### WHAT YOU HAVE TO DO
Check every line of the entries below for "keys", and copy the lines that have it.

--- START ---

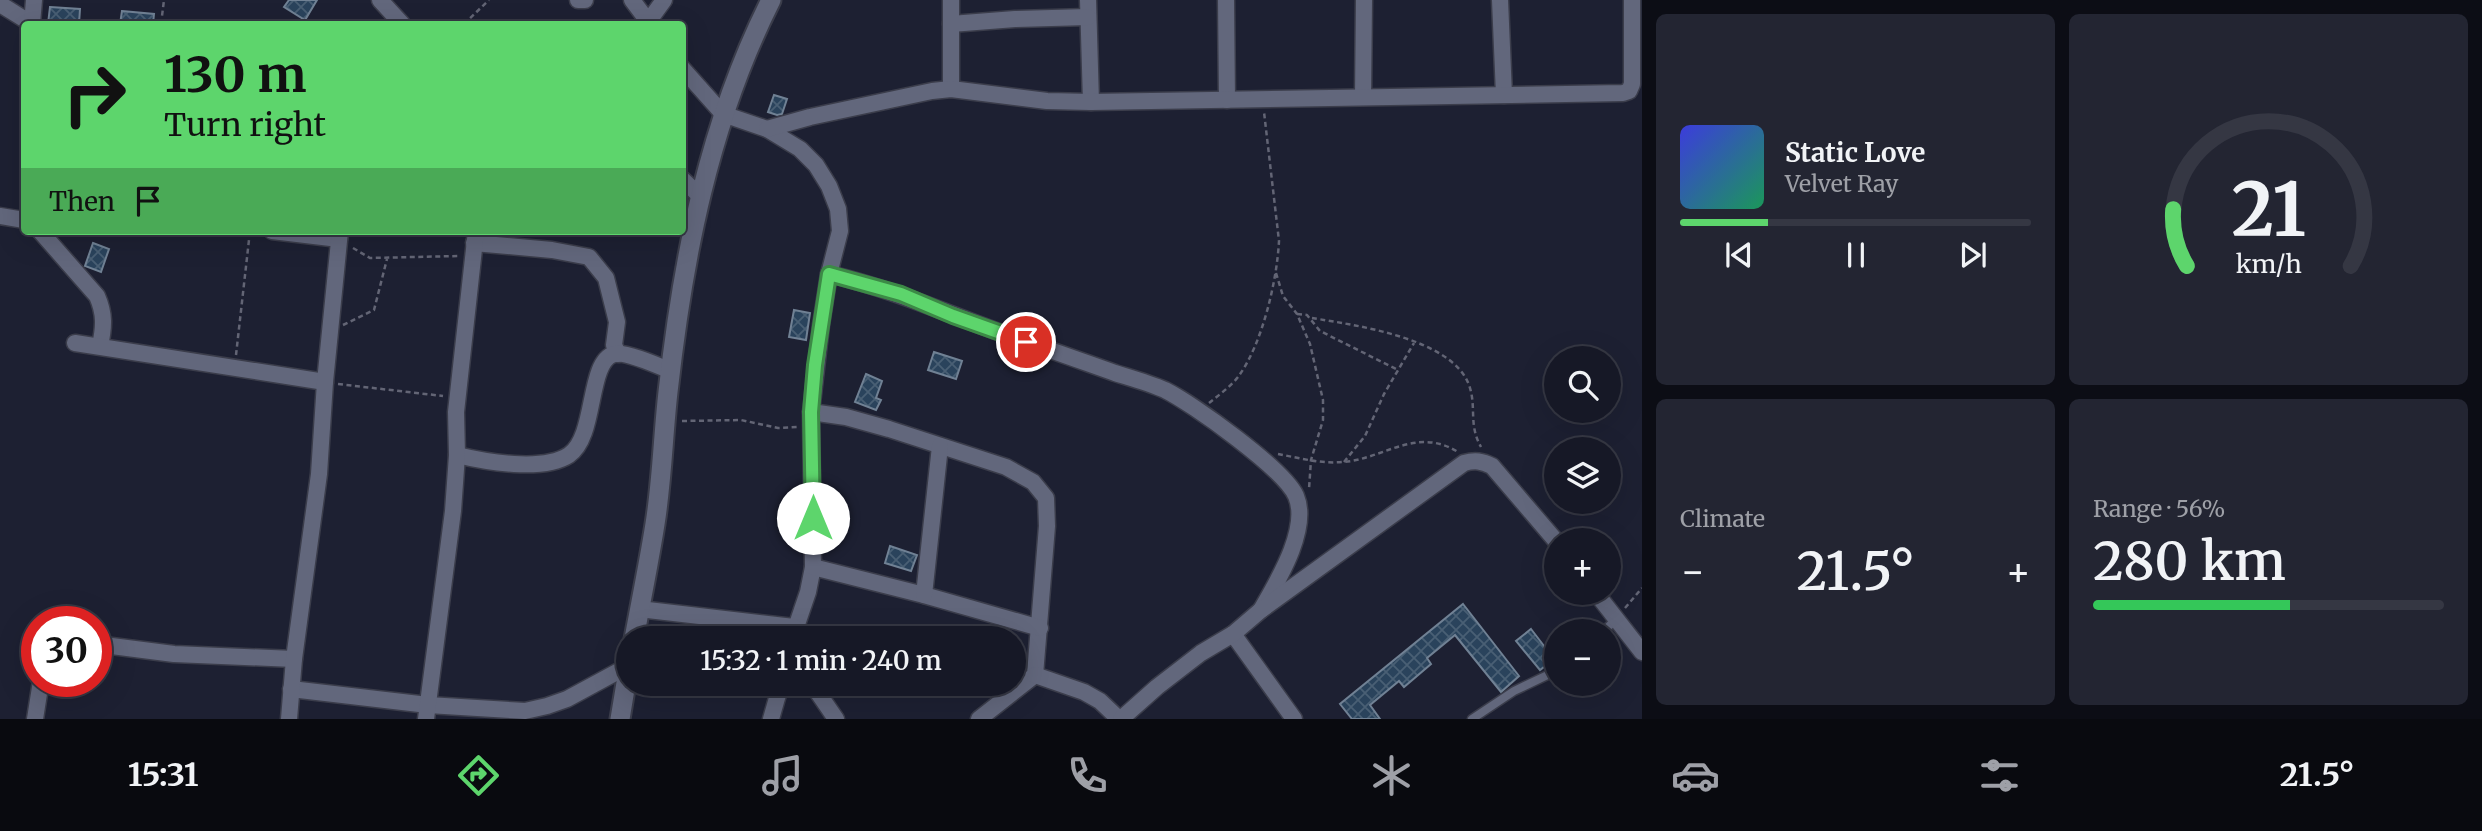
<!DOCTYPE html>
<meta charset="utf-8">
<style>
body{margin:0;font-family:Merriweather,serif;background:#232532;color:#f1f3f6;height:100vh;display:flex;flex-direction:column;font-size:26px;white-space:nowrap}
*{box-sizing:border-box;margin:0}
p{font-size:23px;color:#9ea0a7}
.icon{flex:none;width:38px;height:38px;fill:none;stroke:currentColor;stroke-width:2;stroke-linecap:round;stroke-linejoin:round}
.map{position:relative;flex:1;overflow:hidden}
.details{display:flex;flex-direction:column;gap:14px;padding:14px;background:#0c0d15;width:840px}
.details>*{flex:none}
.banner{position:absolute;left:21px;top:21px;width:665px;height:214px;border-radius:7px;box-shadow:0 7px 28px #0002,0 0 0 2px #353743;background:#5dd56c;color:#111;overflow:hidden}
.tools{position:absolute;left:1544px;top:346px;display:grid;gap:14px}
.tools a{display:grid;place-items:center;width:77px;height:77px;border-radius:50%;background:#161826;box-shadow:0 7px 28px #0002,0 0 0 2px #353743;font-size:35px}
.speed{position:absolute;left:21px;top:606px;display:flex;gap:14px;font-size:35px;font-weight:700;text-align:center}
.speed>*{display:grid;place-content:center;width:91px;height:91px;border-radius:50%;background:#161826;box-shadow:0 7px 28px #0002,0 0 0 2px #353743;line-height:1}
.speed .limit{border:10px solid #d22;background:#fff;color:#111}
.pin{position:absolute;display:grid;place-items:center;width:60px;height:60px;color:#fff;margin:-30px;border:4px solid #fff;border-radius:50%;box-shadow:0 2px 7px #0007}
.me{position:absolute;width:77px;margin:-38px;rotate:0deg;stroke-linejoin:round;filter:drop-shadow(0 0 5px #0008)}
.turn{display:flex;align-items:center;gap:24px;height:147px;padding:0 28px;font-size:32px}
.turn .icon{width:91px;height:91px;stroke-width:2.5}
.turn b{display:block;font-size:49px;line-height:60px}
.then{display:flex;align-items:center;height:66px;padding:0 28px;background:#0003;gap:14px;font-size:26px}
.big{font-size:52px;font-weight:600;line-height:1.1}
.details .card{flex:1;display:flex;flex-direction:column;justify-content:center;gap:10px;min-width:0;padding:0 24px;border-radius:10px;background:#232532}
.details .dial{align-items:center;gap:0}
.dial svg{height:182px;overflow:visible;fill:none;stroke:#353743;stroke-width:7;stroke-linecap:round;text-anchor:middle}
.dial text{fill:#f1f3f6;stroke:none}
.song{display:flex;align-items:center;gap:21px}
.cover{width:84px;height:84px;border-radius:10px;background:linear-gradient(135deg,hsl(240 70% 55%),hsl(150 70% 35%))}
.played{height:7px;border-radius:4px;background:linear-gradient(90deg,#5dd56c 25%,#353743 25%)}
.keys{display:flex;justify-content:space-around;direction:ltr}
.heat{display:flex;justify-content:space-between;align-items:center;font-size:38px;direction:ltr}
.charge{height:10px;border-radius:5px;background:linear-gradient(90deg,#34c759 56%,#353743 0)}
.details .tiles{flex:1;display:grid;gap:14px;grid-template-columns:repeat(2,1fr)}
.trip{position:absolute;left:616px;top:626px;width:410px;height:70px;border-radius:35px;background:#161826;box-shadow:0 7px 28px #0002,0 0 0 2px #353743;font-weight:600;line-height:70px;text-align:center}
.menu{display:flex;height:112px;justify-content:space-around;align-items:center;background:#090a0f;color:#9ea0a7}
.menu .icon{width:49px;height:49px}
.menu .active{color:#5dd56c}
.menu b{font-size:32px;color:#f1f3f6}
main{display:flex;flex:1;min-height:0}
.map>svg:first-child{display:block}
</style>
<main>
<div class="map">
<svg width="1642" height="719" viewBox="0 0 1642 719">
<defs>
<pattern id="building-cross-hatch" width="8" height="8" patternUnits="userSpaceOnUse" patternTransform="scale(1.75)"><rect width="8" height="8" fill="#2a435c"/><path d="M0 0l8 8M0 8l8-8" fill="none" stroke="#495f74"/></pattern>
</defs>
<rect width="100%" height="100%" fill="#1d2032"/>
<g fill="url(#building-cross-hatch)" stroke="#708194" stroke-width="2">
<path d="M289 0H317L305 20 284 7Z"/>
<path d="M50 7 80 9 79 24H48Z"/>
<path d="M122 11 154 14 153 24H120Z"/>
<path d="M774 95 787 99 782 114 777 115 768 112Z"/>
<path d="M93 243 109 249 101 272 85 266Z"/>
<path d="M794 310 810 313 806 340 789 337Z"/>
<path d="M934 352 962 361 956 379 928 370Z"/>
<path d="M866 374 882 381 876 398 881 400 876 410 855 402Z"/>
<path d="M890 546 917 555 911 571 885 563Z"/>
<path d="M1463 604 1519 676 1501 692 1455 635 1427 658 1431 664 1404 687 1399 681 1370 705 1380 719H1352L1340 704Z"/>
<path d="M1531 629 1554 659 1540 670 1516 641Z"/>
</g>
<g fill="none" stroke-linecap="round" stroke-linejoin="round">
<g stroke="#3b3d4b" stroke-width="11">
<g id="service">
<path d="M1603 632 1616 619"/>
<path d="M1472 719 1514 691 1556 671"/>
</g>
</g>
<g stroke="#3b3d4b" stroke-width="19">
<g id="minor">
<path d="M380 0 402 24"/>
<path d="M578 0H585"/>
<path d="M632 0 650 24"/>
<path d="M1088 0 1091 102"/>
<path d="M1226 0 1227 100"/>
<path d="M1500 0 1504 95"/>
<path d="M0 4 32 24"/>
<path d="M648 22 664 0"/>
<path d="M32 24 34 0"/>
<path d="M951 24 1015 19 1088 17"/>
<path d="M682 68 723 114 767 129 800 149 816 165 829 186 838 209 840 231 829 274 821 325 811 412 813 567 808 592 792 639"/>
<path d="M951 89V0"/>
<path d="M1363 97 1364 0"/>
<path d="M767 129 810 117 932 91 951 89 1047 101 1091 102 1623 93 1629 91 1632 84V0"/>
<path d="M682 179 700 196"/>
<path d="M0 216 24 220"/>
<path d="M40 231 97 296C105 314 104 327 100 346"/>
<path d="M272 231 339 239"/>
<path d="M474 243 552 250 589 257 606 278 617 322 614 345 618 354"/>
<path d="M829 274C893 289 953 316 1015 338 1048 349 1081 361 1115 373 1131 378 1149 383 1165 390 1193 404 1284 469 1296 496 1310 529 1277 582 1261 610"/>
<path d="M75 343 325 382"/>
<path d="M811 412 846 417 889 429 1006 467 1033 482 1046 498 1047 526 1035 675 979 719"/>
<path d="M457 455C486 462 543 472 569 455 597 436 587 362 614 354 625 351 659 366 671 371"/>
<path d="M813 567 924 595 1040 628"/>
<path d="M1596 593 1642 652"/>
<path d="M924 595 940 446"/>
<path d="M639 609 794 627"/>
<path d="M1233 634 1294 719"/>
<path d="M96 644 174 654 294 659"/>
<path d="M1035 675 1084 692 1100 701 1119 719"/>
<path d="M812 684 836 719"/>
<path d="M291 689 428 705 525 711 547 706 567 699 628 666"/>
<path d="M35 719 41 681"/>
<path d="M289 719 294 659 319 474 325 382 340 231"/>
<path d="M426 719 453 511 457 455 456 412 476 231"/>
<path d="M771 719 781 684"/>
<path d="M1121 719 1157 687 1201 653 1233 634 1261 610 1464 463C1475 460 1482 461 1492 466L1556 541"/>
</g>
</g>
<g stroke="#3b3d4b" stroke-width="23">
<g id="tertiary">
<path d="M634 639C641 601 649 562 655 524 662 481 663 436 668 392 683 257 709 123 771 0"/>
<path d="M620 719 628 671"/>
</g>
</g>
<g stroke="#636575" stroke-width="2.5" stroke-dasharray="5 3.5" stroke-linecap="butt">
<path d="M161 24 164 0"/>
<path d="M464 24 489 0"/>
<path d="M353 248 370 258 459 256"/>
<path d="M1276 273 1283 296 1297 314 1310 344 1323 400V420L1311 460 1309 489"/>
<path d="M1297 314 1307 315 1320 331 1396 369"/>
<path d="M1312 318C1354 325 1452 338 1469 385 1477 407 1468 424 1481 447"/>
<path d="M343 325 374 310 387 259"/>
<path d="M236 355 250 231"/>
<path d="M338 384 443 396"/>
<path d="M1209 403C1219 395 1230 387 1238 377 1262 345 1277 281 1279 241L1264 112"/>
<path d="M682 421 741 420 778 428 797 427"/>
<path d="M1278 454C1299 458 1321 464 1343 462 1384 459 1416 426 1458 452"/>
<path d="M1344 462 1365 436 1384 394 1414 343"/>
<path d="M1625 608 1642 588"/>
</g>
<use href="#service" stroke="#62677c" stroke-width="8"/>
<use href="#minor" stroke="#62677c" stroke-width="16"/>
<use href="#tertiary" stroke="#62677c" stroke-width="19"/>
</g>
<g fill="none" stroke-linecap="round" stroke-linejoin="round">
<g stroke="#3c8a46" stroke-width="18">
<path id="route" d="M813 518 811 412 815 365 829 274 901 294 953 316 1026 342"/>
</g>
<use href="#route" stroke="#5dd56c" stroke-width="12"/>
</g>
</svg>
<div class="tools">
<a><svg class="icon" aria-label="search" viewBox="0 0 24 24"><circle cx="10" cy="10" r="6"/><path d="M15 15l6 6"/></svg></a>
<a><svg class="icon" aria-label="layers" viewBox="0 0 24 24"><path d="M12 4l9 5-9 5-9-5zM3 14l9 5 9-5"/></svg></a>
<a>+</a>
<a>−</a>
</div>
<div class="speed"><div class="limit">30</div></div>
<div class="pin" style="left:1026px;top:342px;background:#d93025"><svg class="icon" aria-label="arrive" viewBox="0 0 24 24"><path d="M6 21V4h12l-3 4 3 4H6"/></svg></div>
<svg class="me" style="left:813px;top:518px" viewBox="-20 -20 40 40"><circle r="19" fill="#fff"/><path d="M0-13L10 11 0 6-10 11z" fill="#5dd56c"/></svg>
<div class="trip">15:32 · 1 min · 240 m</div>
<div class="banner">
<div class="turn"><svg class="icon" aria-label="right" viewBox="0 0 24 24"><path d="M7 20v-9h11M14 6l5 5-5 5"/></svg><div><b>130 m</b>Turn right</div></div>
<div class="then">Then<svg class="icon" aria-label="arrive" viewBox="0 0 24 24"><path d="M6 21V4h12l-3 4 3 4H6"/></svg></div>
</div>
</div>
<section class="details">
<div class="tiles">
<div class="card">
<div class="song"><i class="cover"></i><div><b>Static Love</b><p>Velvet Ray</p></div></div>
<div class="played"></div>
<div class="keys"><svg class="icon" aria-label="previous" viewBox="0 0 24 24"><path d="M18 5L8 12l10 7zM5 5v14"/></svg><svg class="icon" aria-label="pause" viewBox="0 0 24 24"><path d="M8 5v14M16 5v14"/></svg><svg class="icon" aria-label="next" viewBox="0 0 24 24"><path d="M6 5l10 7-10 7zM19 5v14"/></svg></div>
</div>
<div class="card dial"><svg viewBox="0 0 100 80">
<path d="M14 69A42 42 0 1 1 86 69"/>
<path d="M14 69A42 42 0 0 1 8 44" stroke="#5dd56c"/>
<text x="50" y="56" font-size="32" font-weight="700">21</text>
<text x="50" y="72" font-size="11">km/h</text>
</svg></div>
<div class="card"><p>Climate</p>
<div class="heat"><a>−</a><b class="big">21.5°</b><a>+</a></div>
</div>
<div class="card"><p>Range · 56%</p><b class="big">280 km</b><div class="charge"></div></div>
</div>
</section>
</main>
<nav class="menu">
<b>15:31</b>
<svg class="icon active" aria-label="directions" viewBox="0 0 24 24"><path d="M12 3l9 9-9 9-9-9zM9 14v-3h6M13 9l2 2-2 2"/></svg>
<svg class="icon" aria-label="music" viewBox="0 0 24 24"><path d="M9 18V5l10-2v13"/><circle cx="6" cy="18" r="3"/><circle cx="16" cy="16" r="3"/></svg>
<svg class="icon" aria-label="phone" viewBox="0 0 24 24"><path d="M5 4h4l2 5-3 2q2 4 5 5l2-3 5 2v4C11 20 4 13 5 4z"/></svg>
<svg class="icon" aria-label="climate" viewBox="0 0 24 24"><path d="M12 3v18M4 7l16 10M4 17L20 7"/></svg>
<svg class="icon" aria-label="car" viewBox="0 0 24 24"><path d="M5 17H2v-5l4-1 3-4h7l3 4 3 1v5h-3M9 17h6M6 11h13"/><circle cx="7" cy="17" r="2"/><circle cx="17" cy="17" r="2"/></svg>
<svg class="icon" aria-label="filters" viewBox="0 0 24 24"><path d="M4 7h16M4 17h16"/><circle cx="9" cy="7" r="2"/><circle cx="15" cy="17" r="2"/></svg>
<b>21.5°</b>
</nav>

--- END ---

### RESPONSE BOX
.keys{display:flex;justify-content:space-around;direction:ltr}
<div class="keys"><svg class="icon" aria-label="previous" viewBox="0 0 24 24"><path d="M18 5L8 12l10 7zM5 5v14"/></svg><svg class="icon" aria-label="pause" viewBox="0 0 24 24"><path d="M8 5v14M16 5v14"/></svg><svg class="icon" aria-label="next" viewBox="0 0 24 24"><path d="M6 5l10 7-10 7zM19 5v14"/></svg></div>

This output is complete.